Reading implementation of scikit-learn in TensorFlow: http://learningtensorflow.com/lesson6/ and scikit-learn: http://scikit-learn.org/stable/modules/generated/sklearn.cluster.KMeans.html I'm struggling to decide which implementation to use.

scikit-learn is installed as part of the tensorflow docker container so can use either implementation.

Reason to use scikit-learn :

scikit-learn contains less boilerplate than the tensorflow implementation.

Reason to use tensorflow :

If running on Nvidia GPU the algorithm will be run against in parallel , I'm not sure if scikit-learn will utilize all available GPUs?

Reading https://www.quora.com/What-are-the-main-differences-between-TensorFlow-and-SciKit-Learn

TensorFlow is more low-level; basically, the Lego bricks that help you to implement machine learning algorithms whereas scikit-learn offers you off-the-shelf algorithms, e.g., algorithms for classification such as SVMs, Random Forests, Logistic Regression, and many, many more. TensorFlow shines if you want to implement deep learning algorithms, since it allows you to take advantage of GPUs for more efficient training.

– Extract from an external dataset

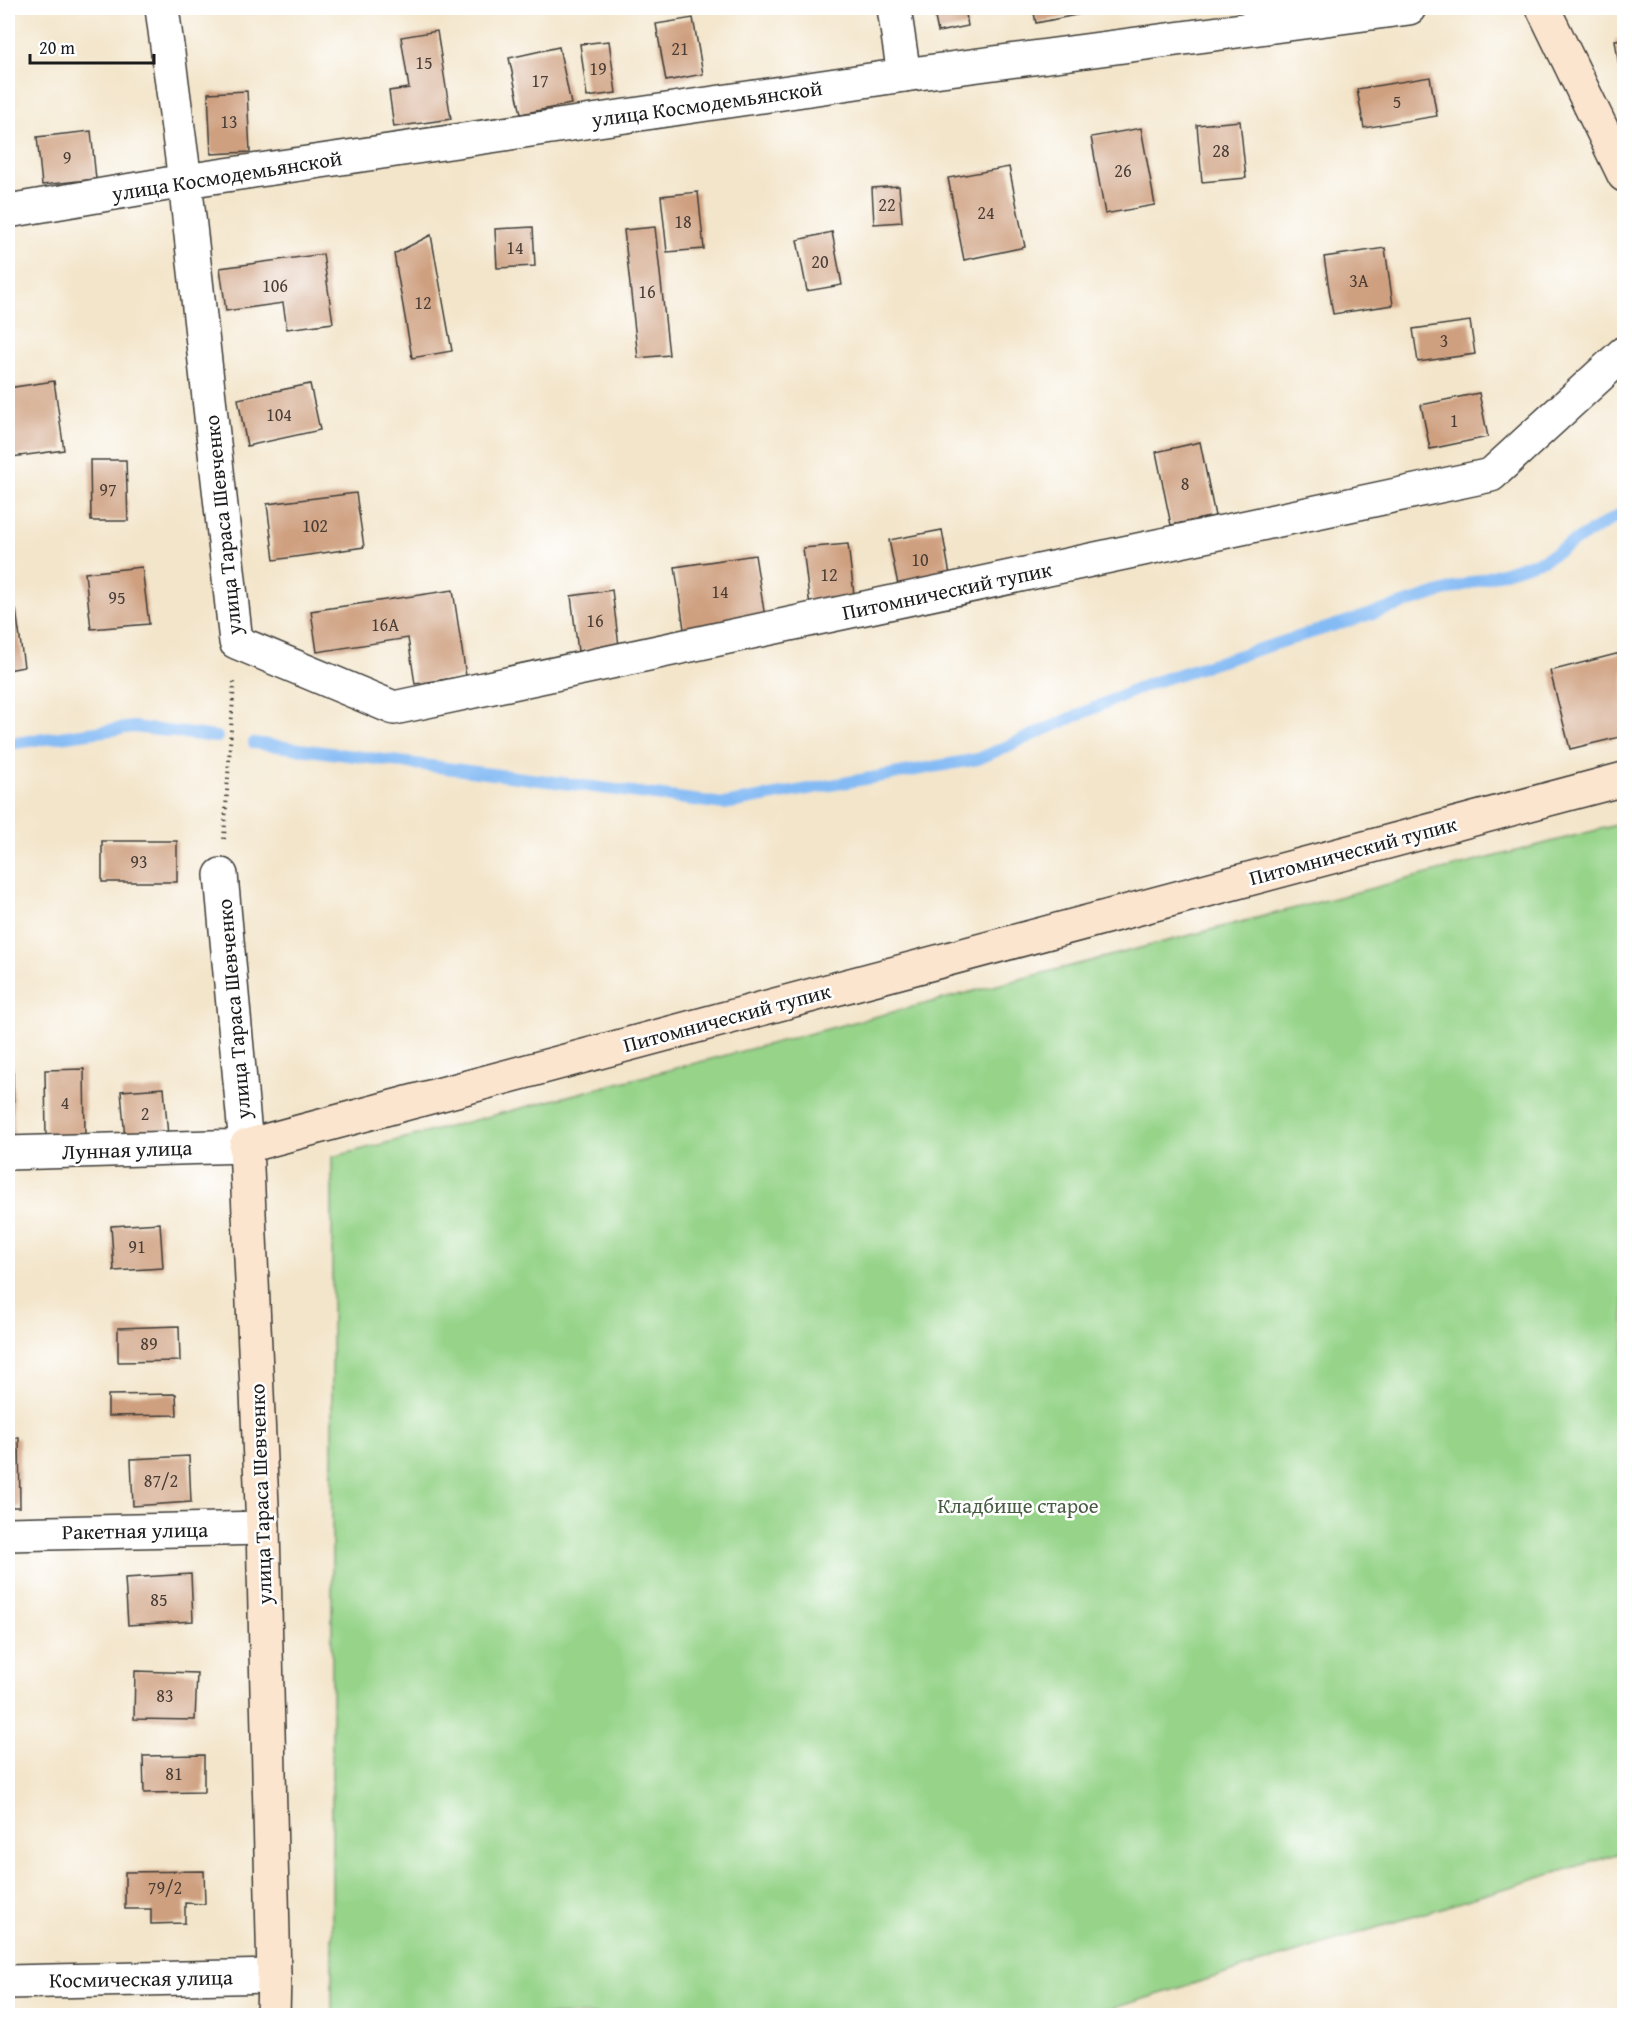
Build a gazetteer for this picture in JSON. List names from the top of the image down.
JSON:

This statement re-enforces my assertion that "scikit-learn contains less boilerplate than the tensorflow implementation" but also suggests scikit-learn will not utilize all available GPUs?


Solution 1:

Tensorflow only uses GPU if it is built against Cuda and CuDNN. By default it does not use GPU, especially if it is running inside Docker, unless you use nvidia-docker and an image with a built-in support.

Scikit-learn is not intended to be used as a deep-learning framework and it does not provide any GPU support.

Why is there no support for deep or reinforcement learning / Will there be support for deep or reinforcement learning in scikit-learn?

Deep learning and reinforcement learning both require a rich vocabulary to define an architecture, with deep learning additionally requiring GPUs for efficient computing. However, neither of these fit within the design constraints of scikit-learn; as a result, deep learning and reinforcement learning are currently out of scope for what scikit-learn seeks to achieve.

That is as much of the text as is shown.